[[ Raw data open ]]
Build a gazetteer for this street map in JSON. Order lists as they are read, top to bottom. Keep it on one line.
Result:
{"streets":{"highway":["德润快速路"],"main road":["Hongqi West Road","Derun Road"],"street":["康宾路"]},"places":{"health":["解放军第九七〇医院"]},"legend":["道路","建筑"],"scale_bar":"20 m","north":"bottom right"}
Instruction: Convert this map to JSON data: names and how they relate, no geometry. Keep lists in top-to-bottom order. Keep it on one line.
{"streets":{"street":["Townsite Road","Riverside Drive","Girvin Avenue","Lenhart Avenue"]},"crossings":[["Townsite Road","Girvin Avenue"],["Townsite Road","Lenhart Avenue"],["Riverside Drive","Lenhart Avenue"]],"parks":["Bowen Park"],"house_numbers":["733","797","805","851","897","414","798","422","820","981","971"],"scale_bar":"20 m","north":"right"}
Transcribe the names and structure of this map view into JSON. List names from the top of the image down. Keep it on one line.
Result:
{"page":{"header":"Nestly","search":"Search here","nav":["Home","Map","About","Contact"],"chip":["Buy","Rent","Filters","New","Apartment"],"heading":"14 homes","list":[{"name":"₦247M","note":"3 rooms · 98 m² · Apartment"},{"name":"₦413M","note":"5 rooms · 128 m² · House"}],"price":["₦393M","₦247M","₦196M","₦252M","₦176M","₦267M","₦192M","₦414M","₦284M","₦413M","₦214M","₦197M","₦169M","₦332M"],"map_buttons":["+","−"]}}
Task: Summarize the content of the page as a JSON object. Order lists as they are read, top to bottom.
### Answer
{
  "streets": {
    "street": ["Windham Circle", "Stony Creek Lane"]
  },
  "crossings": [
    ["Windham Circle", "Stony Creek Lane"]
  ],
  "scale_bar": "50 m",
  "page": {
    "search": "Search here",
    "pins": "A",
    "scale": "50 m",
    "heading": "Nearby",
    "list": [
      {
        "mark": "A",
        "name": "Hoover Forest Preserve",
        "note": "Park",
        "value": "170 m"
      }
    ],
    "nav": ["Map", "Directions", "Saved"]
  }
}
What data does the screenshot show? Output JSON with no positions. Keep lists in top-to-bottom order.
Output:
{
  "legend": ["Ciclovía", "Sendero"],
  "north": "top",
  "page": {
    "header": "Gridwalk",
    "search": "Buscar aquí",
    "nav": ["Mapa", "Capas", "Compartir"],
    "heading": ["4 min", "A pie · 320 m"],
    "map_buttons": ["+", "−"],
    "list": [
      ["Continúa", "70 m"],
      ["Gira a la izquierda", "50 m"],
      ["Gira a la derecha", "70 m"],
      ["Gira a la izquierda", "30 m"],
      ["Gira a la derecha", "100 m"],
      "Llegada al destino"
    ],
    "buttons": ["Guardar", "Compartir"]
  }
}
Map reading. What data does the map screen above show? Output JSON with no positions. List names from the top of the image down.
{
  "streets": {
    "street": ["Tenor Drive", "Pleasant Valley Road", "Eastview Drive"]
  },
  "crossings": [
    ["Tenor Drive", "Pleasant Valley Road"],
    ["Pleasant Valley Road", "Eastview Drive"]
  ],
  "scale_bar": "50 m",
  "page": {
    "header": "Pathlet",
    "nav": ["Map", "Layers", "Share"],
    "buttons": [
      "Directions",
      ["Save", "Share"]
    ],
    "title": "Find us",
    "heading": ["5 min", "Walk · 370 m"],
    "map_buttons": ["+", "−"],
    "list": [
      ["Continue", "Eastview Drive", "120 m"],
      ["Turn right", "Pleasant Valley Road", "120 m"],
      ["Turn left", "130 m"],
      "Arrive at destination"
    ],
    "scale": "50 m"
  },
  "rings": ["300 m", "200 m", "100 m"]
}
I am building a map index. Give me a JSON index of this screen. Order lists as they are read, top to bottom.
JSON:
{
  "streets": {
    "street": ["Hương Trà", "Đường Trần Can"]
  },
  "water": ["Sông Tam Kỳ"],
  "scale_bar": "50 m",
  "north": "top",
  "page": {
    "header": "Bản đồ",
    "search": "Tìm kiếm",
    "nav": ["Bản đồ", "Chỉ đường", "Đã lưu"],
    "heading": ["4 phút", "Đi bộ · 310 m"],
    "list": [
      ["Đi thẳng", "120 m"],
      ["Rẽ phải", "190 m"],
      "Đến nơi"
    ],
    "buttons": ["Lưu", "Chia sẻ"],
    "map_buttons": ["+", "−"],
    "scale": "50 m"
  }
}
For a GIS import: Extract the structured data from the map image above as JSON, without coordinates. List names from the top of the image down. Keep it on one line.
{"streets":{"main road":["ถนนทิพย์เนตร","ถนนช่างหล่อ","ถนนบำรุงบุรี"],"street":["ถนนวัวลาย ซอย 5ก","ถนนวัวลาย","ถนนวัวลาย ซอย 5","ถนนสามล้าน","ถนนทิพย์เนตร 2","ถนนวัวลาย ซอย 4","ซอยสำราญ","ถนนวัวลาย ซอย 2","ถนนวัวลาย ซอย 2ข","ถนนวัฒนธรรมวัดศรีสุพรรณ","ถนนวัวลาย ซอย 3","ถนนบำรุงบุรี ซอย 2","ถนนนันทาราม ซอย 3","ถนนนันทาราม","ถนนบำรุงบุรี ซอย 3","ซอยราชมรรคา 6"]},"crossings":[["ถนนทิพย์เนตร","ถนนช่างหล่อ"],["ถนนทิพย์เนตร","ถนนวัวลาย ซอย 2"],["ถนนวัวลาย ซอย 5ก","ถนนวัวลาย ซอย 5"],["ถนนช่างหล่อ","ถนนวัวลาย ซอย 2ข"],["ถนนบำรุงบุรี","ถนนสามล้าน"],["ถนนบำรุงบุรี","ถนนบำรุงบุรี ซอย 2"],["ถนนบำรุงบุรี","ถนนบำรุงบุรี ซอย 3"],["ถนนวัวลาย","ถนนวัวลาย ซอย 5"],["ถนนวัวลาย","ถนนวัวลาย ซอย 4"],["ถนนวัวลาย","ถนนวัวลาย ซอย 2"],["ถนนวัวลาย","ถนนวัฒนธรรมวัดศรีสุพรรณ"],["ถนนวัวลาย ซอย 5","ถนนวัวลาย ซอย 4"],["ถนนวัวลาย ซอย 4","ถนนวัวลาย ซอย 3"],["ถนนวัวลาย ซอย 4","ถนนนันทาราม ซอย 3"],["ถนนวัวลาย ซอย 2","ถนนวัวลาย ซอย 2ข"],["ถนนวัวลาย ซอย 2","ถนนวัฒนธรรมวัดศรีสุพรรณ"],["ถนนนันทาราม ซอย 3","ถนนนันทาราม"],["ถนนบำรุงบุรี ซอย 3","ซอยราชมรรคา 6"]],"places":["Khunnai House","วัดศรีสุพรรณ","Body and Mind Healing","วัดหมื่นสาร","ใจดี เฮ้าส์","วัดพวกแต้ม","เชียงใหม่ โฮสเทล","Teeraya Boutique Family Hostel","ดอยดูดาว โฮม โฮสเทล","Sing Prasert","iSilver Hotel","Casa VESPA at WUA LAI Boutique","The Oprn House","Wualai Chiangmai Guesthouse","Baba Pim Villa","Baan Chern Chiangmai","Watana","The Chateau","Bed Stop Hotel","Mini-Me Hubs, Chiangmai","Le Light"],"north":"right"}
[[ Raw data closed ]]
**Work instruction**
Your task is to write out every record exactly.

**The answer**
Build a gazetteer for this street map in JSON. Order lists as they are read, top to bottom. Keep it on one line.
Result:
{"streets":{"highway":["德润快速路"],"main road":["Hongqi West Road","Derun Road"],"street":["康宾路"]},"places":{"health":["解放军第九七〇医院"]},"legend":["道路","建筑"],"scale_bar":"20 m","north":"bottom right"}
Instruction: Convert this map to JSON data: names and how they relate, no geometry. Keep lists in top-to-bottom order. Keep it on one line.
{"streets":{"street":["Townsite Road","Riverside Drive","Girvin Avenue","Lenhart Avenue"]},"crossings":[["Townsite Road","Girvin Avenue"],["Townsite Road","Lenhart Avenue"],["Riverside Drive","Lenhart Avenue"]],"parks":["Bowen Park"],"house_numbers":["733","797","805","851","897","414","798","422","820","981","971"],"scale_bar":"20 m","north":"right"}
Transcribe the names and structure of this map view into JSON. List names from the top of the image down. Keep it on one line.
Result:
{"page":{"header":"Nestly","search":"Search here","nav":["Home","Map","About","Contact"],"chip":["Buy","Rent","Filters","New","Apartment"],"heading":"14 homes","list":[{"name":"₦247M","note":"3 rooms · 98 m² · Apartment"},{"name":"₦413M","note":"5 rooms · 128 m² · House"}],"price":["₦393M","₦247M","₦196M","₦252M","₦176M","₦267M","₦192M","₦414M","₦284M","₦413M","₦214M","₦197M","₦169M","₦332M"],"map_buttons":["+","−"]}}
Task: Summarize the content of the page as a JSON object. Order lists as they are read, top to bottom.
### Answer
{
  "streets": {
    "street": ["Windham Circle", "Stony Creek Lane"]
  },
  "crossings": [
    ["Windham Circle", "Stony Creek Lane"]
  ],
  "scale_bar": "50 m",
  "page": {
    "search": "Search here",
    "pins": "A",
    "scale": "50 m",
    "heading": "Nearby",
    "list": [
      {
        "mark": "A",
        "name": "Hoover Forest Preserve",
        "note": "Park",
        "value": "170 m"
      }
    ],
    "nav": ["Map", "Directions", "Saved"]
  }
}
What data does the screenshot show? Output JSON with no positions. Keep lists in top-to-bottom order.
Output:
{
  "legend": ["Ciclovía", "Sendero"],
  "north": "top",
  "page": {
    "header": "Gridwalk",
    "search": "Buscar aquí",
    "nav": ["Mapa", "Capas", "Compartir"],
    "heading": ["4 min", "A pie · 320 m"],
    "map_buttons": ["+", "−"],
    "list": [
      ["Continúa", "70 m"],
      ["Gira a la izquierda", "50 m"],
      ["Gira a la derecha", "70 m"],
      ["Gira a la izquierda", "30 m"],
      ["Gira a la derecha", "100 m"],
      "Llegada al destino"
    ],
    "buttons": ["Guardar", "Compartir"]
  }
}
Map reading. What data does the map screen above show? Output JSON with no positions. List names from the top of the image down.
{
  "streets": {
    "street": ["Tenor Drive", "Pleasant Valley Road", "Eastview Drive"]
  },
  "crossings": [
    ["Tenor Drive", "Pleasant Valley Road"],
    ["Pleasant Valley Road", "Eastview Drive"]
  ],
  "scale_bar": "50 m",
  "page": {
    "header": "Pathlet",
    "nav": ["Map", "Layers", "Share"],
    "buttons": [
      "Directions",
      ["Save", "Share"]
    ],
    "title": "Find us",
    "heading": ["5 min", "Walk · 370 m"],
    "map_buttons": ["+", "−"],
    "list": [
      ["Continue", "Eastview Drive", "120 m"],
      ["Turn right", "Pleasant Valley Road", "120 m"],
      ["Turn left", "130 m"],
      "Arrive at destination"
    ],
    "scale": "50 m"
  },
  "rings": ["300 m", "200 m", "100 m"]
}
I am building a map index. Give me a JSON index of this screen. Order lists as they are read, top to bottom.
JSON:
{
  "streets": {
    "street": ["Hương Trà", "Đường Trần Can"]
  },
  "water": ["Sông Tam Kỳ"],
  "scale_bar": "50 m",
  "north": "top",
  "page": {
    "header": "Bản đồ",
    "search": "Tìm kiếm",
    "nav": ["Bản đồ", "Chỉ đường", "Đã lưu"],
    "heading": ["4 phút", "Đi bộ · 310 m"],
    "list": [
      ["Đi thẳng", "120 m"],
      ["Rẽ phải", "190 m"],
      "Đến nơi"
    ],
    "buttons": ["Lưu", "Chia sẻ"],
    "map_buttons": ["+", "−"],
    "scale": "50 m"
  }
}
For a GIS import: Extract the structured data from the map image above as JSON, without coordinates. List names from the top of the image down. Keep it on one line.
{"streets":{"main road":["ถนนทิพย์เนตร","ถนนช่างหล่อ","ถนนบำรุงบุรี"],"street":["ถนนวัวลาย ซอย 5ก","ถนนวัวลาย","ถนนวัวลาย ซอย 5","ถนนสามล้าน","ถนนทิพย์เนตร 2","ถนนวัวลาย ซอย 4","ซอยสำราญ","ถนนวัวลาย ซอย 2","ถนนวัวลาย ซอย 2ข","ถนนวัฒนธรรมวัดศรีสุพรรณ","ถนนวัวลาย ซอย 3","ถนนบำรุงบุรี ซอย 2","ถนนนันทาราม ซอย 3","ถนนนันทาราม","ถนนบำรุงบุรี ซอย 3","ซอยราชมรรคา 6"]},"crossings":[["ถนนทิพย์เนตร","ถนนช่างหล่อ"],["ถนนทิพย์เนตร","ถนนวัวลาย ซอย 2"],["ถนนวัวลาย ซอย 5ก","ถนนวัวลาย ซอย 5"],["ถนนช่างหล่อ","ถนนวัวลาย ซอย 2ข"],["ถนนบำรุงบุรี","ถนนสามล้าน"],["ถนนบำรุงบุรี","ถนนบำรุงบุรี ซอย 2"],["ถนนบำรุงบุรี","ถนนบำรุงบุรี ซอย 3"],["ถนนวัวลาย","ถนนวัวลาย ซอย 5"],["ถนนวัวลาย","ถนนวัวลาย ซอย 4"],["ถนนวัวลาย","ถนนวัวลาย ซอย 2"],["ถนนวัวลาย","ถนนวัฒนธรรมวัดศรีสุพรรณ"],["ถนนวัวลาย ซอย 5","ถนนวัวลาย ซอย 4"],["ถนนวัวลาย ซอย 4","ถนนวัวลาย ซอย 3"],["ถนนวัวลาย ซอย 4","ถนนนันทาราม ซอย 3"],["ถนนวัวลาย ซอย 2","ถนนวัวลาย ซอย 2ข"],["ถนนวัวลาย ซอย 2","ถนนวัฒนธรรมวัดศรีสุพรรณ"],["ถนนนันทาราม ซอย 3","ถนนนันทาราม"],["ถนนบำรุงบุรี ซอย 3","ซอยราชมรรคา 6"]],"places":["Khunnai House","วัดศรีสุพรรณ","Body and Mind Healing","วัดหมื่นสาร","ใจดี เฮ้าส์","วัดพวกแต้ม","เชียงใหม่ โฮสเทล","Teeraya Boutique Family Hostel","ดอยดูดาว โฮม โฮสเทล","Sing Prasert","iSilver Hotel","Casa VESPA at WUA LAI Boutique","The Oprn House","Wualai Chiangmai Guesthouse","Baba Pim Villa","Baan Chern Chiangmai","Watana","The Chateau","Bed Stop Hotel","Mini-Me Hubs, Chiangmai","Le Light"],"north":"right"}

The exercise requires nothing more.